|
– Баюл – замечательная девочка, – говорил о фигуристке владелец самого
престижного в США тура Том Коллинз. – Очень добрая, отзывчивая, готовая
бесконечно заботиться о тех, кому плохо. И действительно страшно одинокая. Все
ее поведение – лишь вызов обществу. Для ее возраста это закономерная вещь.
Двукратная олимпийская чемпионка Катарина Витт, вместе с которой Баюл очень
много выступала у Коллинза, узнав о несчастье, сказала:
– Я до сих пор помню, как тяжело мне было привыкать к Америке после стольких
лет жизни в социалистической ГДР. Но мне было двадцать два, и у меня были
родители, у которых я в любой момент могла найти помощь и поддержку. А Оксане
было шестнадцать – и ни одного близкого человека. Когда на тебя сваливаются и
успех, и деньги, то кажется, что так будет всегда. Поэтому любая проблема
способна выбить из колеи. Сейчас Оксане больше всего в жизни нужны не деньги, а
человек, которому она могла бы доверять. И кому хотела бы доверять.

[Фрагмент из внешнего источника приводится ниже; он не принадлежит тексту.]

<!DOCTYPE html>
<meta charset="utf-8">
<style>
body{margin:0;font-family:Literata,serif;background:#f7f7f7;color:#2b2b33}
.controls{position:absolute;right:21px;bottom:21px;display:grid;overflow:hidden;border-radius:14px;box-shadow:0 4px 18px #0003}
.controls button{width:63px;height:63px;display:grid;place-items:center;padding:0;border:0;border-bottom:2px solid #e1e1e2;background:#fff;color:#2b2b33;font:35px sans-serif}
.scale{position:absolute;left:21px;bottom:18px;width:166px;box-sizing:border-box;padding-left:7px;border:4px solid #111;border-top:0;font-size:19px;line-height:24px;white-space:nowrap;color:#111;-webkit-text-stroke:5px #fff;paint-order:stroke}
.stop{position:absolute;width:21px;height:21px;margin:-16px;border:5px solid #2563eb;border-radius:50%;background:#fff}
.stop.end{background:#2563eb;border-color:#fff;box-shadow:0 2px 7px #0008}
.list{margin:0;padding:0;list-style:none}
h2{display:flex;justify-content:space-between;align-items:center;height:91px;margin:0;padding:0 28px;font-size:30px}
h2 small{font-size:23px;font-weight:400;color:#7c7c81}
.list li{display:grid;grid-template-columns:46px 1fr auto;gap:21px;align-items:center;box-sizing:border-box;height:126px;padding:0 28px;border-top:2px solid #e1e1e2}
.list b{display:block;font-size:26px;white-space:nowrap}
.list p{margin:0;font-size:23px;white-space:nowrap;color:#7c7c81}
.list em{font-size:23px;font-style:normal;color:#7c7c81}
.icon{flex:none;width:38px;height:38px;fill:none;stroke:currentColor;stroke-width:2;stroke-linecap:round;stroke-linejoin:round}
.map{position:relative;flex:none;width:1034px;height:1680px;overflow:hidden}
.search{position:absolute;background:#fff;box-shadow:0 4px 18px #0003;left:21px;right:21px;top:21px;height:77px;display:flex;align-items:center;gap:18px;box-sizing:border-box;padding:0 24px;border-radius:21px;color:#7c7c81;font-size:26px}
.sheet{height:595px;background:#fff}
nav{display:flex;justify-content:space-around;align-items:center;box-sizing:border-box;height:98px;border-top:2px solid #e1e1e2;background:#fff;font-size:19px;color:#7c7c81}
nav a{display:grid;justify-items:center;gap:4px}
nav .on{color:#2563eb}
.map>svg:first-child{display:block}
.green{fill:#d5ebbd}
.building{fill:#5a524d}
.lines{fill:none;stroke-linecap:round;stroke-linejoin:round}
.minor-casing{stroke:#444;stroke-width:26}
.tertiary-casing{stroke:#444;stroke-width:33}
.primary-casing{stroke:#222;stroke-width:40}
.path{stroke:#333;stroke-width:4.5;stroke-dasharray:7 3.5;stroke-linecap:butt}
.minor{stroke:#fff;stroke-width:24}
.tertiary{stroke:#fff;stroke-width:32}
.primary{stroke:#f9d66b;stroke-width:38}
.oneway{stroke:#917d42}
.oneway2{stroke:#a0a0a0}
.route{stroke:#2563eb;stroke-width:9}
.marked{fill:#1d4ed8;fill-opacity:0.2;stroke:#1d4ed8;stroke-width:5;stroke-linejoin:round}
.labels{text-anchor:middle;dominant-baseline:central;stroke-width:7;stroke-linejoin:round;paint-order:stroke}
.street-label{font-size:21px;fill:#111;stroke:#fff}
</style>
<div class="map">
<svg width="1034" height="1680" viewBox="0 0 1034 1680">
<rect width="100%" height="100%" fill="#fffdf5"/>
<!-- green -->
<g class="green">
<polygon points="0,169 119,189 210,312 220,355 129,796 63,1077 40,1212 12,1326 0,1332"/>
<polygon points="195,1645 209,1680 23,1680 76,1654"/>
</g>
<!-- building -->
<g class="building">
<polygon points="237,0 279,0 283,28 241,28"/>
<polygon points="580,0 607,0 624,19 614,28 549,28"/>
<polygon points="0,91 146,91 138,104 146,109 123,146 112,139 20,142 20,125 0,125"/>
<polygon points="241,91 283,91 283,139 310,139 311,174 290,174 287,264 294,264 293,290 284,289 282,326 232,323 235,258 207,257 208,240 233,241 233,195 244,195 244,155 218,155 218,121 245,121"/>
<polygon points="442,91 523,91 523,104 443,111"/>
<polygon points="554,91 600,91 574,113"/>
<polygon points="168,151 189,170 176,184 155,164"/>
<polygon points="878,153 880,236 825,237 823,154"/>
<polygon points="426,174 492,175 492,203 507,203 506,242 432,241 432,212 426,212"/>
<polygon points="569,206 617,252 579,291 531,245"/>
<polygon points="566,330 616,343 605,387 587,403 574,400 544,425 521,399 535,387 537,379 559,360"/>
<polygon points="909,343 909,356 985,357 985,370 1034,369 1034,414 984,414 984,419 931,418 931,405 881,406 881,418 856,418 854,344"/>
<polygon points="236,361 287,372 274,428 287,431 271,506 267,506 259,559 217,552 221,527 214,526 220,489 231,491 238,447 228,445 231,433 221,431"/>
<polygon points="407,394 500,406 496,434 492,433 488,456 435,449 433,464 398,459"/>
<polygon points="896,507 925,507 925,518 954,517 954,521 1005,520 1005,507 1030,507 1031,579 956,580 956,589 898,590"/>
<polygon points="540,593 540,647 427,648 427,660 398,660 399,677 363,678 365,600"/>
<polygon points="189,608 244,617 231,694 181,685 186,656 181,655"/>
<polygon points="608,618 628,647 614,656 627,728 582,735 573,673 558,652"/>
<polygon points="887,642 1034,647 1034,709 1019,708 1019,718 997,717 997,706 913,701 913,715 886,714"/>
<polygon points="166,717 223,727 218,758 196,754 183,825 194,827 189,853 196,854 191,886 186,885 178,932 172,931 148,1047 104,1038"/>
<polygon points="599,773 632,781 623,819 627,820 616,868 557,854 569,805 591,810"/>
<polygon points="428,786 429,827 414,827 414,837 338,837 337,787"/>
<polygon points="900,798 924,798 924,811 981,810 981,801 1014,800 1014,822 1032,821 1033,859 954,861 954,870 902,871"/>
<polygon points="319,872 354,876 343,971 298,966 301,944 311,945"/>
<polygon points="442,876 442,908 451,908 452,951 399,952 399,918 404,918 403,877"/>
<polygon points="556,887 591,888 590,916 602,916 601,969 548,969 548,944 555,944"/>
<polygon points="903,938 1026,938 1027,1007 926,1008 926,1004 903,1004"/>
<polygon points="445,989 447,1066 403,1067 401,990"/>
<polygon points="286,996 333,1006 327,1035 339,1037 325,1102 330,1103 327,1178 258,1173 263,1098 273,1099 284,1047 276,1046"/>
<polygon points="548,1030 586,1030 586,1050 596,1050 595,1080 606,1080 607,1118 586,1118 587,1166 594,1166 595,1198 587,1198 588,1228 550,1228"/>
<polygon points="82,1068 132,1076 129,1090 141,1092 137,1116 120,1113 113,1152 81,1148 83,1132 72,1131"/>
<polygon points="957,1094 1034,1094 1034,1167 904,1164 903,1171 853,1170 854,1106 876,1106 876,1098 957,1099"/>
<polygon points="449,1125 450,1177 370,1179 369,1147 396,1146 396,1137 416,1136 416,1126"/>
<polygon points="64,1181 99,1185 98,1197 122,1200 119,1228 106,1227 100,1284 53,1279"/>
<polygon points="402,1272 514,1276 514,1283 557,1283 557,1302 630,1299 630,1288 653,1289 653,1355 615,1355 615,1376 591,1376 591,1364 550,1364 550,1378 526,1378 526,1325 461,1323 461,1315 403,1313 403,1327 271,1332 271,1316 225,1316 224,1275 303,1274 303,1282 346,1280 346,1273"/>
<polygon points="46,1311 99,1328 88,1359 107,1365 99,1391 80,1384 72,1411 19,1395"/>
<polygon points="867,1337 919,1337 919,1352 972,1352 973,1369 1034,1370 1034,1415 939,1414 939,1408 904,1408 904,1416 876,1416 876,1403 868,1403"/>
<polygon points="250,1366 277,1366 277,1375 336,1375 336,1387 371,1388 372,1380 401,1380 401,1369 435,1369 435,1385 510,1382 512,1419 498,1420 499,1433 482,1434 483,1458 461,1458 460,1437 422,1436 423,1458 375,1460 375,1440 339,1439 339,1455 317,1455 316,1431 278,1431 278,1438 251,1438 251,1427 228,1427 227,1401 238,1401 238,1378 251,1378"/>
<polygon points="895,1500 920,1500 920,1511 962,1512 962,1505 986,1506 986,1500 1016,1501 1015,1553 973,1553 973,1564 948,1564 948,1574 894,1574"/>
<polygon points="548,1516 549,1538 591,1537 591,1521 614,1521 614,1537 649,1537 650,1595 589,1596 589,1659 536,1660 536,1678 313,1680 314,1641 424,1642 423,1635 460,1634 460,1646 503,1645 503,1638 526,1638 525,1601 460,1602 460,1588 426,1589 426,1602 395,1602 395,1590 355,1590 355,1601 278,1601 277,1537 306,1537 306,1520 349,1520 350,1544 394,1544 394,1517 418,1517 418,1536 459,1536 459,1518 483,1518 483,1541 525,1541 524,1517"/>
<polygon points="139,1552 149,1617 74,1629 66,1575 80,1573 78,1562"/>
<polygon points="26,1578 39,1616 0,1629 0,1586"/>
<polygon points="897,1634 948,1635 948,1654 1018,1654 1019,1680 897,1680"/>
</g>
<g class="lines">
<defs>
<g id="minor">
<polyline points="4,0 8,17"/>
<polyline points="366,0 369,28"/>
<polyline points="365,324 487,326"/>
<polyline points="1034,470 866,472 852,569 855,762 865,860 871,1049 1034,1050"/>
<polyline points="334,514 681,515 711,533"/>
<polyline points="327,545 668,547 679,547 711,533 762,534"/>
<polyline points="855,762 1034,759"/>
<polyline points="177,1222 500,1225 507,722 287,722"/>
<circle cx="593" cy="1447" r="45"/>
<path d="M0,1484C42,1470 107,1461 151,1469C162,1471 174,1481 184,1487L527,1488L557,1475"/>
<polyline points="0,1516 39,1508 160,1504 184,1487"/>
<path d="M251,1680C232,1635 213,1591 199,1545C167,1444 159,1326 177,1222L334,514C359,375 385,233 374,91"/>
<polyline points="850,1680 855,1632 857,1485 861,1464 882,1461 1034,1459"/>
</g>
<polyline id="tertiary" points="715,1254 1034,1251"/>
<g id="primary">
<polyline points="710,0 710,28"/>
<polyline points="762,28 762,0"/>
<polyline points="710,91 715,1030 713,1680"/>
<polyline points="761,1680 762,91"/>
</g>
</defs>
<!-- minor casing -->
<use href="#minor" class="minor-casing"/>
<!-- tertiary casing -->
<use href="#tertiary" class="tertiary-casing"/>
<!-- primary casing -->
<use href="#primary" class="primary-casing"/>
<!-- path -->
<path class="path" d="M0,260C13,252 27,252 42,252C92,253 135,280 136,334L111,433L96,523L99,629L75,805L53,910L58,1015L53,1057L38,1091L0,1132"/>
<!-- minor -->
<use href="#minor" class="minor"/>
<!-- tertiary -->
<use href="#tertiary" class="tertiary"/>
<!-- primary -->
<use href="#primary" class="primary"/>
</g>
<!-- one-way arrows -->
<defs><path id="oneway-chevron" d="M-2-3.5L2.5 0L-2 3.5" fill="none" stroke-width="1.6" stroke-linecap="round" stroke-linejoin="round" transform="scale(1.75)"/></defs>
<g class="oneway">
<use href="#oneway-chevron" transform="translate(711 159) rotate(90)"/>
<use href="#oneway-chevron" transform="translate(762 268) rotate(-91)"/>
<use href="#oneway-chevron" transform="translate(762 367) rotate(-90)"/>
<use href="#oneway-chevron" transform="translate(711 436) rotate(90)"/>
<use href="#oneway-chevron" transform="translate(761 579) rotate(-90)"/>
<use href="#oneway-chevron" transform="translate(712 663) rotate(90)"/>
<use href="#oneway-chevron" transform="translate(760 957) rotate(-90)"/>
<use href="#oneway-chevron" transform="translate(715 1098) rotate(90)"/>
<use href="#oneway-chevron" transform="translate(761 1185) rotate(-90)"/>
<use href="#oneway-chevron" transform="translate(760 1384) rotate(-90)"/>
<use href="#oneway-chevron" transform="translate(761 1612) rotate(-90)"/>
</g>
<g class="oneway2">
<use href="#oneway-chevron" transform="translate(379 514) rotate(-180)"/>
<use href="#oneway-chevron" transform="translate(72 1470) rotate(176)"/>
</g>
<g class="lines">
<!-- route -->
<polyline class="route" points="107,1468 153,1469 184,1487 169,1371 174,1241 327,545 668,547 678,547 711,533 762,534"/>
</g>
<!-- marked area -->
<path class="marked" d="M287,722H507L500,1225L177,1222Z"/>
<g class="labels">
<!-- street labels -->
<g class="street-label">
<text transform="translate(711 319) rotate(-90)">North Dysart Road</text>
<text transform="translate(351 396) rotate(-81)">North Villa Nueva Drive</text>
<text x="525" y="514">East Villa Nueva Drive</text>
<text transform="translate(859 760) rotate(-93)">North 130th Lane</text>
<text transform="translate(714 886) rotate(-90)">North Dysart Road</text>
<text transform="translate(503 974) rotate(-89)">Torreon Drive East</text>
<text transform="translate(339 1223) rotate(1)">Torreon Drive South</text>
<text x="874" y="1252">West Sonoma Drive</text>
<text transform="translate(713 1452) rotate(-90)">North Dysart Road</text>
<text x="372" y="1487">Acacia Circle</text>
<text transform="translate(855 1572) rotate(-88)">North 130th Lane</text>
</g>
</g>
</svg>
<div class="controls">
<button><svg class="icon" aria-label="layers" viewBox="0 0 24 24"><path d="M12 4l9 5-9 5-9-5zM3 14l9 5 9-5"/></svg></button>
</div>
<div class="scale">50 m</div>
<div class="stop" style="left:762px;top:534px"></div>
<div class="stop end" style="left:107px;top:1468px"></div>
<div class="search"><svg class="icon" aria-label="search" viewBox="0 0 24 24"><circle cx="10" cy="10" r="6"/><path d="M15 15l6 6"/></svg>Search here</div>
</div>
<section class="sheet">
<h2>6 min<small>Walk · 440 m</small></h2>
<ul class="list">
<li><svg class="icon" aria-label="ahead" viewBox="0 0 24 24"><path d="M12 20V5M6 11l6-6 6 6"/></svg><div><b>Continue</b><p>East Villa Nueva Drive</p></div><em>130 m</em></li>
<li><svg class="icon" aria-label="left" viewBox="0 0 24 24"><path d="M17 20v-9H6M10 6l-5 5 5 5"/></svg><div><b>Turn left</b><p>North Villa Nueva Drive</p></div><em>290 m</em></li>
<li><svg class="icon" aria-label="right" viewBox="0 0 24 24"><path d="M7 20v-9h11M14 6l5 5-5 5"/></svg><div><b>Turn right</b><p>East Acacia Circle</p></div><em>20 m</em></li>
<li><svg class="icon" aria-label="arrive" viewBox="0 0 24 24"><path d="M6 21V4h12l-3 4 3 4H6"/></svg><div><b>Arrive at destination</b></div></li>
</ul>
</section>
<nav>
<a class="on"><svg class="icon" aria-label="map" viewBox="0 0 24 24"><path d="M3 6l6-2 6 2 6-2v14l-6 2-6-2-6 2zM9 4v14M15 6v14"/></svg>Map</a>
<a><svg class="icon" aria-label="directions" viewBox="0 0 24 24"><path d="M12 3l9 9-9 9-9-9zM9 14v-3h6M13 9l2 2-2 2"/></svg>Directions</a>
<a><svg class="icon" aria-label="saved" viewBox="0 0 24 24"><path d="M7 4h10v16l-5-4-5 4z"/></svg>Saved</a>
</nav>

Точнее же всех, хотя и очень резко, высказался один из полицейских, когда «делу
Баюл» в американской прессе уже был дан полный ход: «Ей нужны отец, мать и
хорошая порка!»
* * *
В 1998-м мы встретились с Оксаной на профессиональном чемпионате мира в
Вашингтоне. Оксана выглядела чересчур располневшей, изрядно потрепанной жизнью,
растерявшей филигранную когда-то технику прыжков и скорость скольжения. Не
добавлял положительных эмоций и пессимизм ее очередного тренера Эдуарда Плинера
(«Оксана удивительно талантлива от природы, но беда в том, что она не желает
работать»).
Заняв последнее место, Баюл уехала вместе с тренером в Мальборо. Чуть позже я
узнала, что от Плинера она тоже ушла. Пропала почти на год, чтобы появиться на
катке с новым наставником – Натальей Линичук. Но и у нее фигуристка
продержалась недолго. Поэтому, собственно, я и была удивлена, увидев имя Баюл в
списке участников чемпионата мира-1999, а затем – саму спортсменку в
сопровождении темнокожего молодого человека, который не отходил от нее ни на
шаг.
На просьбу найти время для разговора Баюл было огрызнулась:
– Некогда! У меня уже запланирована встреча с другим журналистом. И вообще,
поздоровались бы сначала, спросили бы, как у меня дела.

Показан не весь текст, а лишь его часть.